(Stored data entries)
==*==

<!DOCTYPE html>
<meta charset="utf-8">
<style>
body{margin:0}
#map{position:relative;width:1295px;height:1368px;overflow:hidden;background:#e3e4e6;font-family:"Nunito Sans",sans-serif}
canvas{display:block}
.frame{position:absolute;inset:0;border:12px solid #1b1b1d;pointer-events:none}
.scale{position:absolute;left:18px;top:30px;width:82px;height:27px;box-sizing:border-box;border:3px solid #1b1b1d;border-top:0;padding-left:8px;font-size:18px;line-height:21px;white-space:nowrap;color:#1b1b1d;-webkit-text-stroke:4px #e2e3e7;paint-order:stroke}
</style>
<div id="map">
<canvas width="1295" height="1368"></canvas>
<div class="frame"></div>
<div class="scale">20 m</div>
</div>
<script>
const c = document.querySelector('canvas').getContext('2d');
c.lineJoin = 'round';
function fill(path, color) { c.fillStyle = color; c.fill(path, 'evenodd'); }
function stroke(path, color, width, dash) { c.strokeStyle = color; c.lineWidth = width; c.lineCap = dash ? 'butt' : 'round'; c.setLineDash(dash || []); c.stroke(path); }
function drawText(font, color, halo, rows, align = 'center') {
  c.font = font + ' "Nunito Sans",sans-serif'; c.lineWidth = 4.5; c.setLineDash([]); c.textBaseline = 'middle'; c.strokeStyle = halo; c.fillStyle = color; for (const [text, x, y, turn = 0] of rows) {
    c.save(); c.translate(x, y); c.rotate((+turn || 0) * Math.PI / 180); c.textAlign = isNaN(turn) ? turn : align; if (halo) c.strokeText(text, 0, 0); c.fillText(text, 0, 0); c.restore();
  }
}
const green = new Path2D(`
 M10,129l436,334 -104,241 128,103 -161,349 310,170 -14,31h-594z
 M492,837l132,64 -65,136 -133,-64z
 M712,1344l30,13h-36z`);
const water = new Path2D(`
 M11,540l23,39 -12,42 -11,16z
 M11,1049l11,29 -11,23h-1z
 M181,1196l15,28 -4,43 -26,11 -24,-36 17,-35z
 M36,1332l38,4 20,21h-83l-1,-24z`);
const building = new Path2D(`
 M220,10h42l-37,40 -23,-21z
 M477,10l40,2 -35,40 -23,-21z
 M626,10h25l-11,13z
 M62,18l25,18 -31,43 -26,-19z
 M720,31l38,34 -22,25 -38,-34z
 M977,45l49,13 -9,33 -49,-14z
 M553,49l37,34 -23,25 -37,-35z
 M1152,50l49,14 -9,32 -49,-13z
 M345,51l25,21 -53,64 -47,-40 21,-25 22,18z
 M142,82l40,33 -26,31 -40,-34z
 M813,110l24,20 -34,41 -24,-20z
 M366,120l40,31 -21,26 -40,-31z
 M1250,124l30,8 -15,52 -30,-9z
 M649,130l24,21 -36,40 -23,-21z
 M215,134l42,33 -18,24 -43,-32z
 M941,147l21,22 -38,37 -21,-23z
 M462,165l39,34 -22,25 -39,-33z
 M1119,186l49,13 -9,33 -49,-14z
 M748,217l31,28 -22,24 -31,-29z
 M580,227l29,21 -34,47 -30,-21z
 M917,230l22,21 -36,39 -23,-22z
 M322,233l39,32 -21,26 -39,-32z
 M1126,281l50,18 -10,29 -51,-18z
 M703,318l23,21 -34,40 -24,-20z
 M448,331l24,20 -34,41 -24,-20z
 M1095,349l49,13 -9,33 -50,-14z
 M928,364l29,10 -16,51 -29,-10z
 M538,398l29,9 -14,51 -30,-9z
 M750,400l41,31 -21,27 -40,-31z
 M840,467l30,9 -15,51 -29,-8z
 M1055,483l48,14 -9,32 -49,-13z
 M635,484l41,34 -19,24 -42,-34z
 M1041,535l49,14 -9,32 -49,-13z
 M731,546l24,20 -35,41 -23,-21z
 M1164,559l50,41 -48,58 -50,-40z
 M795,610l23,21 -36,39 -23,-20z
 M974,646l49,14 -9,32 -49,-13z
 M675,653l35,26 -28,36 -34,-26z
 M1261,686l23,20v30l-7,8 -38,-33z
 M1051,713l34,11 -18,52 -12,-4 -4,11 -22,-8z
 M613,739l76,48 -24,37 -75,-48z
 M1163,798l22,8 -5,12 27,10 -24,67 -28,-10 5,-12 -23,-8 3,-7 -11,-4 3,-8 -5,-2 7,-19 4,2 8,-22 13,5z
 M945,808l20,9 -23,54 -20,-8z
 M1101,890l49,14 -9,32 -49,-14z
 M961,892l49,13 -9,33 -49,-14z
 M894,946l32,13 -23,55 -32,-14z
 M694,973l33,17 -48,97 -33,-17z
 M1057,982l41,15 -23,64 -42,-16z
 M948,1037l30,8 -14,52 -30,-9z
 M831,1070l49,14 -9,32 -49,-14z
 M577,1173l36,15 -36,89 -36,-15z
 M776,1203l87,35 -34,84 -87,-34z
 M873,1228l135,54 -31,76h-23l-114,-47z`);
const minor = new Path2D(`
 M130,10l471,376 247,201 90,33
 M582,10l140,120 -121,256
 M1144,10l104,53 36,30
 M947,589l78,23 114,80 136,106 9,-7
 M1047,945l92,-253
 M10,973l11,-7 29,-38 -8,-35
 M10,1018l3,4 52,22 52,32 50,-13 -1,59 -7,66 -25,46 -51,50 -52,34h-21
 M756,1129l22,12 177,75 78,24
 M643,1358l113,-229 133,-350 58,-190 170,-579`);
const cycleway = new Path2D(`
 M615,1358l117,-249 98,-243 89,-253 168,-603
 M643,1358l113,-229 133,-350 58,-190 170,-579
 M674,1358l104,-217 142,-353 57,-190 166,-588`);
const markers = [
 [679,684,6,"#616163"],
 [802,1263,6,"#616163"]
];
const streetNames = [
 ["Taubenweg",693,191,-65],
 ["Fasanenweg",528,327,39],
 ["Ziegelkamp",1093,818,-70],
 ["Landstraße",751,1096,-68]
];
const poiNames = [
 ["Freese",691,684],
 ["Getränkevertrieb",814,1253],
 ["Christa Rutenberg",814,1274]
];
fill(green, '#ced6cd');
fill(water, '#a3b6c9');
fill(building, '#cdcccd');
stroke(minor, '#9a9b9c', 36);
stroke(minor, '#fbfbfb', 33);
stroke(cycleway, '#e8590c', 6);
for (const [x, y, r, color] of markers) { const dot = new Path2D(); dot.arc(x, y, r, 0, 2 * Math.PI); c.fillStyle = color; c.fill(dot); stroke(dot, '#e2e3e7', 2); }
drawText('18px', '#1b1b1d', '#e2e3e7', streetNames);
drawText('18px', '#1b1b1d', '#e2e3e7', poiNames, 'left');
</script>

==*==

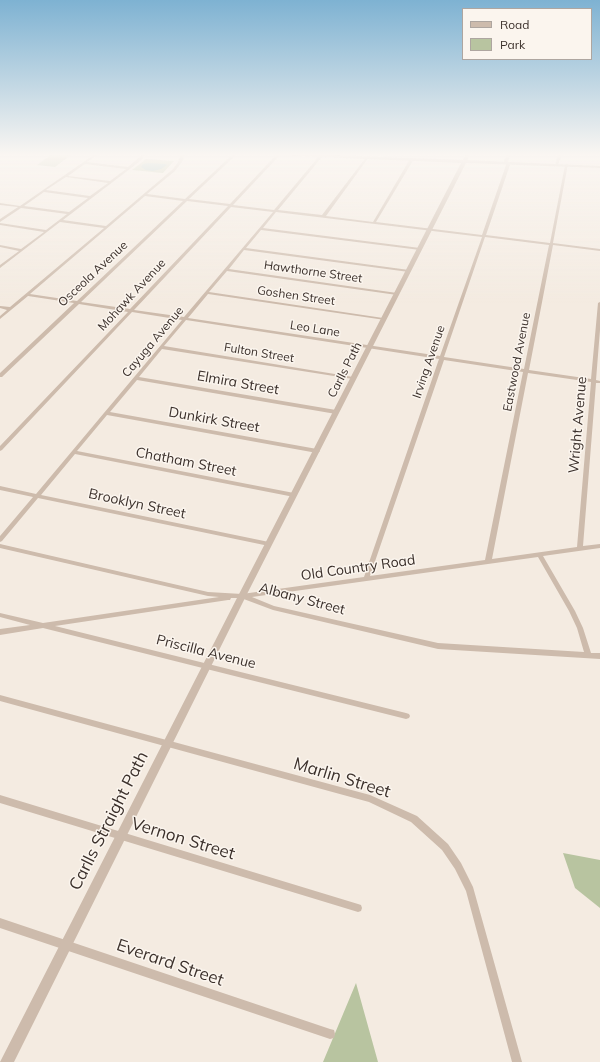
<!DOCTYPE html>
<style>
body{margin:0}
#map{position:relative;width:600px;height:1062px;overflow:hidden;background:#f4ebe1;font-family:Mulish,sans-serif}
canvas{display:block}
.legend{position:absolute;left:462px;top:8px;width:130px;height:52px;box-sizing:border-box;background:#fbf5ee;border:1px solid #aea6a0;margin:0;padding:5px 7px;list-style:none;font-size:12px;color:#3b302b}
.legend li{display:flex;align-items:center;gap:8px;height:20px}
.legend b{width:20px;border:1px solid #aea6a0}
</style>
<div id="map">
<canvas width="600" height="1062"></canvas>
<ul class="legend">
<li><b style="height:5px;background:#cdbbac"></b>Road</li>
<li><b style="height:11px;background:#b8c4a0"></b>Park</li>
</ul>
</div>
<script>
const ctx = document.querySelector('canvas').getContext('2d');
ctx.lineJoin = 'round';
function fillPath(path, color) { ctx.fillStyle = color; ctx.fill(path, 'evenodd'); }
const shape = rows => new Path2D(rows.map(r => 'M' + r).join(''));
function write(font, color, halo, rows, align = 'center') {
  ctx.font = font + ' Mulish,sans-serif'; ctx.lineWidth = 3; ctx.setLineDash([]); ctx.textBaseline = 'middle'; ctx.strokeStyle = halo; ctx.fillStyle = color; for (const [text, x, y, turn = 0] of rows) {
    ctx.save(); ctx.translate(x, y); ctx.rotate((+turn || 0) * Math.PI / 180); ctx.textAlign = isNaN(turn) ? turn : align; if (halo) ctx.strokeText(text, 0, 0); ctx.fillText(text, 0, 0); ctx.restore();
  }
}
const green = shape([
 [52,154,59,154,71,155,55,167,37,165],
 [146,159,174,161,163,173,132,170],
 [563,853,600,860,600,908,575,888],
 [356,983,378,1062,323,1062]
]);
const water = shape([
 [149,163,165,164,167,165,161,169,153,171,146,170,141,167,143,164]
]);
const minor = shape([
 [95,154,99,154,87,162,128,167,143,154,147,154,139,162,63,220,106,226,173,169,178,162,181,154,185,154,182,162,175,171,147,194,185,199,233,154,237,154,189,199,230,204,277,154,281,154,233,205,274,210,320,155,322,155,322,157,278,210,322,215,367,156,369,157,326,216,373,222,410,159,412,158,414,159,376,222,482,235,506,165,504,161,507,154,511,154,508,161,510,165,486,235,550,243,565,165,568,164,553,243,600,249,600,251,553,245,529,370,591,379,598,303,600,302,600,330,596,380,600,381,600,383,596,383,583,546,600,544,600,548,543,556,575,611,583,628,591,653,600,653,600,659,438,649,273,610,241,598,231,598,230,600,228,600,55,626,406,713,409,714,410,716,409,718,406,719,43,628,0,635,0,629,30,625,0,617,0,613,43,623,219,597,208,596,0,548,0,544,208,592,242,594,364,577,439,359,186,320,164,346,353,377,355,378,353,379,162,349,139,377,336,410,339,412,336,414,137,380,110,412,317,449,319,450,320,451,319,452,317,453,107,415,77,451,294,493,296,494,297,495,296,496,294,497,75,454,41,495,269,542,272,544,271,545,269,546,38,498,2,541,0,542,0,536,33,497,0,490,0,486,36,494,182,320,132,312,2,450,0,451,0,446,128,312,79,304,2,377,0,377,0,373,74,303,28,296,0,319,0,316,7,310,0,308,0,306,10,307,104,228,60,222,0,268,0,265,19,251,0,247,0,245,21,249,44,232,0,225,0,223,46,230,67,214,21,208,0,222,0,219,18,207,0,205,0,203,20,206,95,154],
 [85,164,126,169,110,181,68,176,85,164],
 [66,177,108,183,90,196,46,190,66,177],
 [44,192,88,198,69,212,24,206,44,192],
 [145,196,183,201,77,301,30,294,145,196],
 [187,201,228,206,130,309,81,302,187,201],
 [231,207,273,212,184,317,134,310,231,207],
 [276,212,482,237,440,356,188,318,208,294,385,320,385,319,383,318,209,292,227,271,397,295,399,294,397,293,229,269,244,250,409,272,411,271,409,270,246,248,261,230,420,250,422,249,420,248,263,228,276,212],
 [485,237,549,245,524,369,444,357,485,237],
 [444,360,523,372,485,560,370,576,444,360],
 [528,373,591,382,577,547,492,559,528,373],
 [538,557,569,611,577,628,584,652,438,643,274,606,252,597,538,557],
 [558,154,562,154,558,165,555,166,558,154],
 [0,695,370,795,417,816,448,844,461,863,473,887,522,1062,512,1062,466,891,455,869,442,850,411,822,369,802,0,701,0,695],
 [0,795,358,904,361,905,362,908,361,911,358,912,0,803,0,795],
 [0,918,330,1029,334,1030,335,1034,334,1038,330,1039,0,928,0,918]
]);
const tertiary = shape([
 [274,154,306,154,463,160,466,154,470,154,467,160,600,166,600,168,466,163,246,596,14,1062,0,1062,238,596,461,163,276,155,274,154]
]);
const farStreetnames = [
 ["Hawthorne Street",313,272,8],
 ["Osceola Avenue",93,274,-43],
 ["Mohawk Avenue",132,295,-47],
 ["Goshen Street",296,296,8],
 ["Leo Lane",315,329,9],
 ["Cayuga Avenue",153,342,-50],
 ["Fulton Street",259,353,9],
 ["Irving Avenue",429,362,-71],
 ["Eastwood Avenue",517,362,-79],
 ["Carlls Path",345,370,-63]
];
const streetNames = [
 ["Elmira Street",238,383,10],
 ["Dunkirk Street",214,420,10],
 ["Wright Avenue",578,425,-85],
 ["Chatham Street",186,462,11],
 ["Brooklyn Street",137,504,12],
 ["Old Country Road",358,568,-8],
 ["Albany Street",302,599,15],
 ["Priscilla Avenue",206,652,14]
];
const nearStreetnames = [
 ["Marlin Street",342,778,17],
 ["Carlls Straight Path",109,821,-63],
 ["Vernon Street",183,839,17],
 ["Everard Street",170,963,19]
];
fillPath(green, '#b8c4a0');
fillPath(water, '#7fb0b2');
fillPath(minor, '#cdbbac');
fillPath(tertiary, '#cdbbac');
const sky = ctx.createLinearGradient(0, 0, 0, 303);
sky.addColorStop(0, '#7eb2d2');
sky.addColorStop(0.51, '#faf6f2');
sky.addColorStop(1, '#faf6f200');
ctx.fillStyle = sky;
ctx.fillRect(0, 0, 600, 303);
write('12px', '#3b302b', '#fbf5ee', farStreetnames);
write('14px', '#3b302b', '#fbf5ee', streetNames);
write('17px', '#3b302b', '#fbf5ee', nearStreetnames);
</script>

==*==

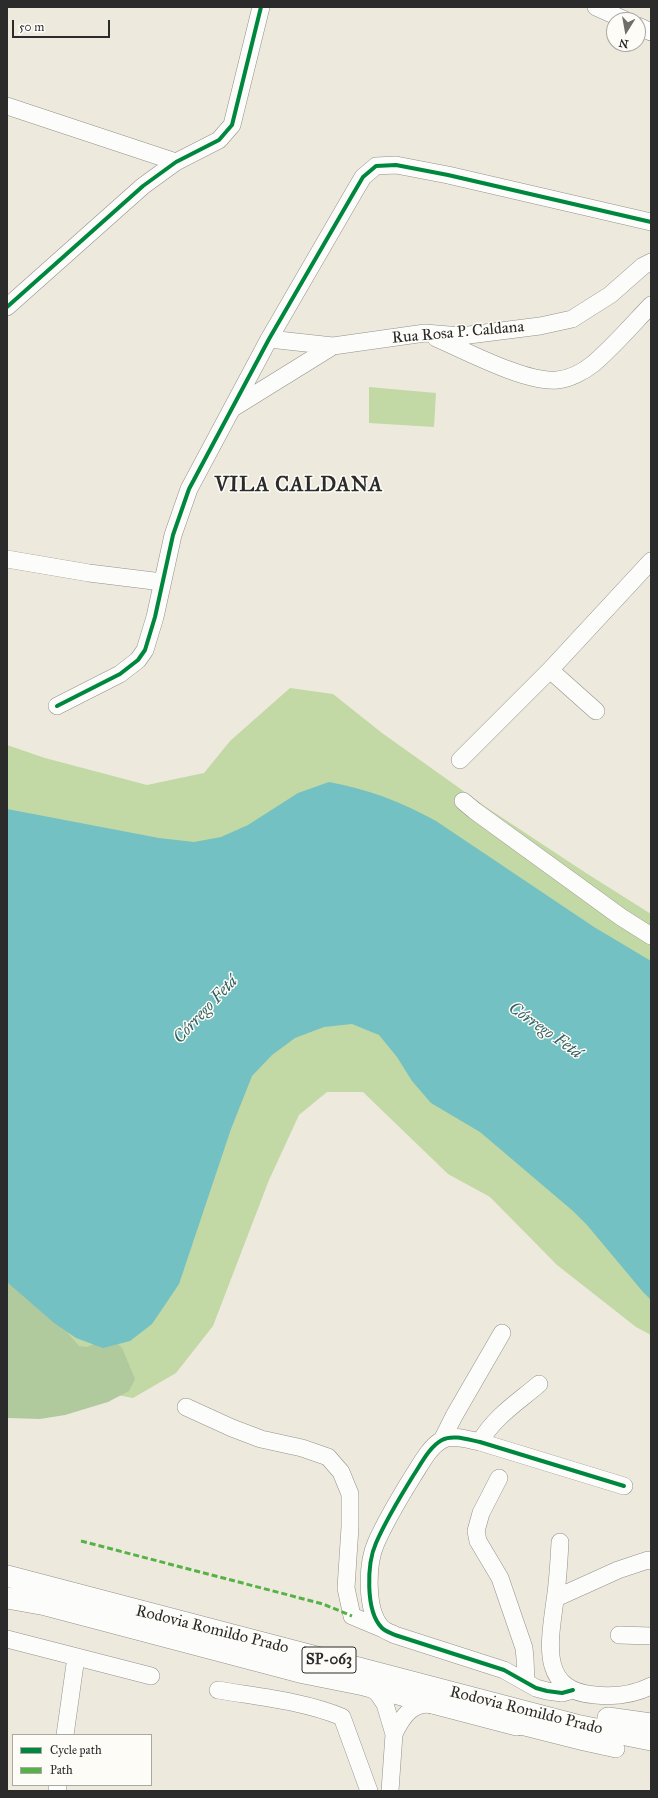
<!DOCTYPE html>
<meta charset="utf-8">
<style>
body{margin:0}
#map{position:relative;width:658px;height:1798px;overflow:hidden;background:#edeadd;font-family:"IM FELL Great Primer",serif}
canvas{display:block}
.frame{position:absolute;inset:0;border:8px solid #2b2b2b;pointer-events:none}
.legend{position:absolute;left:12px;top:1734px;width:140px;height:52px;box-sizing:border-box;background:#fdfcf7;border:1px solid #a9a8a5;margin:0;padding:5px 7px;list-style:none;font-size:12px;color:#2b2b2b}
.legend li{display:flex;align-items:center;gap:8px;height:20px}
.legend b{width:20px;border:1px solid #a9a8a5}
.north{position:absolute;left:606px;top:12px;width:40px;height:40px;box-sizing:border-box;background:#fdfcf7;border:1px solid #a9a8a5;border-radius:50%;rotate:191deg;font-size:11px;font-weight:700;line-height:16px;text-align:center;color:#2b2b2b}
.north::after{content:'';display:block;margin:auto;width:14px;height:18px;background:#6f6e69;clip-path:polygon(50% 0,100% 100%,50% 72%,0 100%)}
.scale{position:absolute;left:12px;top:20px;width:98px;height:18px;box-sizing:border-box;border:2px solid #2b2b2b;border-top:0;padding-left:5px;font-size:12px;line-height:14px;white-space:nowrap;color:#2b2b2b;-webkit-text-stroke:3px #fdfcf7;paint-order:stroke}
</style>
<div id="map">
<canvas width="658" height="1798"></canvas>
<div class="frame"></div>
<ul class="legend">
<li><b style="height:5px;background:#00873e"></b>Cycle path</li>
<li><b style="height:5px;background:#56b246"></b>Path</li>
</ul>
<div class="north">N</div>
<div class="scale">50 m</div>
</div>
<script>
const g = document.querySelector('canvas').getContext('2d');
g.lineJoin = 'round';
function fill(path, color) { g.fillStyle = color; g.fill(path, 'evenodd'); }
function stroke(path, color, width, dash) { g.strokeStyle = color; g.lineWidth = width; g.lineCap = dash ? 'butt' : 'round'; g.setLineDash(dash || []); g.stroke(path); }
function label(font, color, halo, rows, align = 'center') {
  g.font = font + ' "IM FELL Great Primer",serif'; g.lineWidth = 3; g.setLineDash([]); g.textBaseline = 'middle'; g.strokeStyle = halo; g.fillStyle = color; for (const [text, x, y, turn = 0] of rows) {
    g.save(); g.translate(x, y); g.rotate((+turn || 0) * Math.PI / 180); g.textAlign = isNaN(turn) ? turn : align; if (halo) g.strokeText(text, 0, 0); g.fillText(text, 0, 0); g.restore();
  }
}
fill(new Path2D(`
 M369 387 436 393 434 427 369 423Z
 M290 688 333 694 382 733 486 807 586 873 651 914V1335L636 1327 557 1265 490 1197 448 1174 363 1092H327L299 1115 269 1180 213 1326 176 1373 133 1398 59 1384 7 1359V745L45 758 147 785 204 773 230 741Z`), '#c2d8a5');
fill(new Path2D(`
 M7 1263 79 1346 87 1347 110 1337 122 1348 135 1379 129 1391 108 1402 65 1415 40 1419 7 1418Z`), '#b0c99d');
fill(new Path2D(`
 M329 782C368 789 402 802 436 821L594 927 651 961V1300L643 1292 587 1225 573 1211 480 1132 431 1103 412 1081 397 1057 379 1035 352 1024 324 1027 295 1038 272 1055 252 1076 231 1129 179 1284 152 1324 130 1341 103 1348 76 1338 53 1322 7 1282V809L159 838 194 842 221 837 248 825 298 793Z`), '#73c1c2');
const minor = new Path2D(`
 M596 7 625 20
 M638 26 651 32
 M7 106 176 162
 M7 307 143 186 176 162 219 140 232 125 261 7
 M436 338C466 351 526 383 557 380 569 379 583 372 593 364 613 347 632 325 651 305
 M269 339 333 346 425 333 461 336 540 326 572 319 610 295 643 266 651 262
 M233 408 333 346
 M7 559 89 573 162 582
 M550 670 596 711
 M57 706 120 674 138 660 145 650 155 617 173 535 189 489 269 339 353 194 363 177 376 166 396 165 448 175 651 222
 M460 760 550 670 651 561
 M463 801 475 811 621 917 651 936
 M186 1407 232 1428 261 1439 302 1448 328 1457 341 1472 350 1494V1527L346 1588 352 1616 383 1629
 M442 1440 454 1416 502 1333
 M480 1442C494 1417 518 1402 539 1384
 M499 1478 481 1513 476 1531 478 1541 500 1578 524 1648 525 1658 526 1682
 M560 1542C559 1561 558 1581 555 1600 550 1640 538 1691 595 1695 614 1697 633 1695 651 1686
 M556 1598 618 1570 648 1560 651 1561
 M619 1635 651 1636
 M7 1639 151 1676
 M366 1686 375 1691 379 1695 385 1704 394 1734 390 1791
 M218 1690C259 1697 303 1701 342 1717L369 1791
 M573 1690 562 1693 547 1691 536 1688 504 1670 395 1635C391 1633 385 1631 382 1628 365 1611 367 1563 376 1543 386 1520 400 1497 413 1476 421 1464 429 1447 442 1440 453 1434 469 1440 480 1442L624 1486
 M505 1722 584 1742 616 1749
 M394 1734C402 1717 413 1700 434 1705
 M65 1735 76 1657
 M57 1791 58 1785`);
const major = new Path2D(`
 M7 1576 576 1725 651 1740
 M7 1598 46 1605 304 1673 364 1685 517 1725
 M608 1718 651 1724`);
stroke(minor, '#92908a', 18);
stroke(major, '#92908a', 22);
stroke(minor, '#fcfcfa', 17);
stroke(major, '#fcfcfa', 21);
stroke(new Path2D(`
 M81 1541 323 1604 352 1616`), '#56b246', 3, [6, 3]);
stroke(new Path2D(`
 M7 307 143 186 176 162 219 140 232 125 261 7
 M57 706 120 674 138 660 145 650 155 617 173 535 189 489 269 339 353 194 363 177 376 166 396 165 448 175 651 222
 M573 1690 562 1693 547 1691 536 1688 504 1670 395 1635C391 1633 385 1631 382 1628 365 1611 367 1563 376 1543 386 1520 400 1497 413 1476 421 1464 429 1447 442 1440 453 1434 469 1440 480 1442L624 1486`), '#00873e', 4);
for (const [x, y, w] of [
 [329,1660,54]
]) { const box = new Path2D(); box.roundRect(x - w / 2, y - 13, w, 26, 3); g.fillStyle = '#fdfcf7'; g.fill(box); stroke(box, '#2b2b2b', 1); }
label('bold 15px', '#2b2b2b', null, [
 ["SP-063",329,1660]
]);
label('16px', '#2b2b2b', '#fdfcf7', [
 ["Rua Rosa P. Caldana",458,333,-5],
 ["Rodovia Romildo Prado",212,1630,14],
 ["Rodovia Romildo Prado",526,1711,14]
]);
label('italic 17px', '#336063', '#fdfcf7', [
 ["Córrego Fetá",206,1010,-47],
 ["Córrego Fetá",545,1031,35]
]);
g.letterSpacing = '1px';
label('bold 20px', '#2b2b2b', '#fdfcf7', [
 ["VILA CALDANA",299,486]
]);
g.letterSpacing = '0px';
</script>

==*==

§ TASK DETAILS:
Print, from the entries above, the line with "color; g.fill(path, 'evenodd');", the line with "M7 1639 151 1676" and all lines between them, exactly and with nothing else.

§ SOLUTION TO THIS PROBLEM:
function fill(path, color) { g.fillStyle = color; g.fill(path, 'evenodd'); }
function stroke(path, color, width, dash) { g.strokeStyle = color; g.lineWidth = width; g.lineCap = dash ? 'butt' : 'round'; g.setLineDash(dash || []); g.stroke(path); }
function label(font, color, halo, rows, align = 'center') {
  g.font = font + ' "IM FELL Great Primer",serif'; g.lineWidth = 3; g.setLineDash([]); g.textBaseline = 'middle'; g.strokeStyle = halo; g.fillStyle = color; for (const [text, x, y, turn = 0] of rows) {
    g.save(); g.translate(x, y); g.rotate((+turn || 0) * Math.PI / 180); g.textAlign = isNaN(turn) ? turn : align; if (halo) g.strokeText(text, 0, 0); g.fillText(text, 0, 0); g.restore();
  }
}
fill(new Path2D(`
 M369 387 436 393 434 427 369 423Z
 M290 688 333 694 382 733 486 807 586 873 651 914V1335L636 1327 557 1265 490 1197 448 1174 363 1092H327L299 1115 269 1180 213 1326 176 1373 133 1398 59 1384 7 1359V745L45 758 147 785 204 773 230 741Z`), '#c2d8a5');
fill(new Path2D(`
 M7 1263 79 1346 87 1347 110 1337 122 1348 135 1379 129 1391 108 1402 65 1415 40 1419 7 1418Z`), '#b0c99d');
fill(new Path2D(`
 M329 782C368 789 402 802 436 821L594 927 651 961V1300L643 1292 587 1225 573 1211 480 1132 431 1103 412 1081 397 1057 379 1035 352 1024 324 1027 295 1038 272 1055 252 1076 231 1129 179 1284 152 1324 130 1341 103 1348 76 1338 53 1322 7 1282V809L159 838 194 842 221 837 248 825 298 793Z`), '#73c1c2');
const minor = new Path2D(`
 M596 7 625 20
 M638 26 651 32
 M7 106 176 162
 M7 307 143 186 176 162 219 140 232 125 261 7
 M436 338C466 351 526 383 557 380 569 379 583 372 593 364 613 347 632 325 651 305
 M269 339 333 346 425 333 461 336 540 326 572 319 610 295 643 266 651 262
 M233 408 333 346
 M7 559 89 573 162 582
 M550 670 596 711
 M57 706 120 674 138 660 145 650 155 617 173 535 189 489 269 339 353 194 363 177 376 166 396 165 448 175 651 222
 M460 760 550 670 651 561
 M463 801 475 811 621 917 651 936
 M186 1407 232 1428 261 1439 302 1448 328 1457 341 1472 350 1494V1527L346 1588 352 1616 383 1629
 M442 1440 454 1416 502 1333
 M480 1442C494 1417 518 1402 539 1384
 M499 1478 481 1513 476 1531 478 1541 500 1578 524 1648 525 1658 526 1682
 M560 1542C559 1561 558 1581 555 1600 550 1640 538 1691 595 1695 614 1697 633 1695 651 1686
 M556 1598 618 1570 648 1560 651 1561
 M619 1635 651 1636
 M7 1639 151 1676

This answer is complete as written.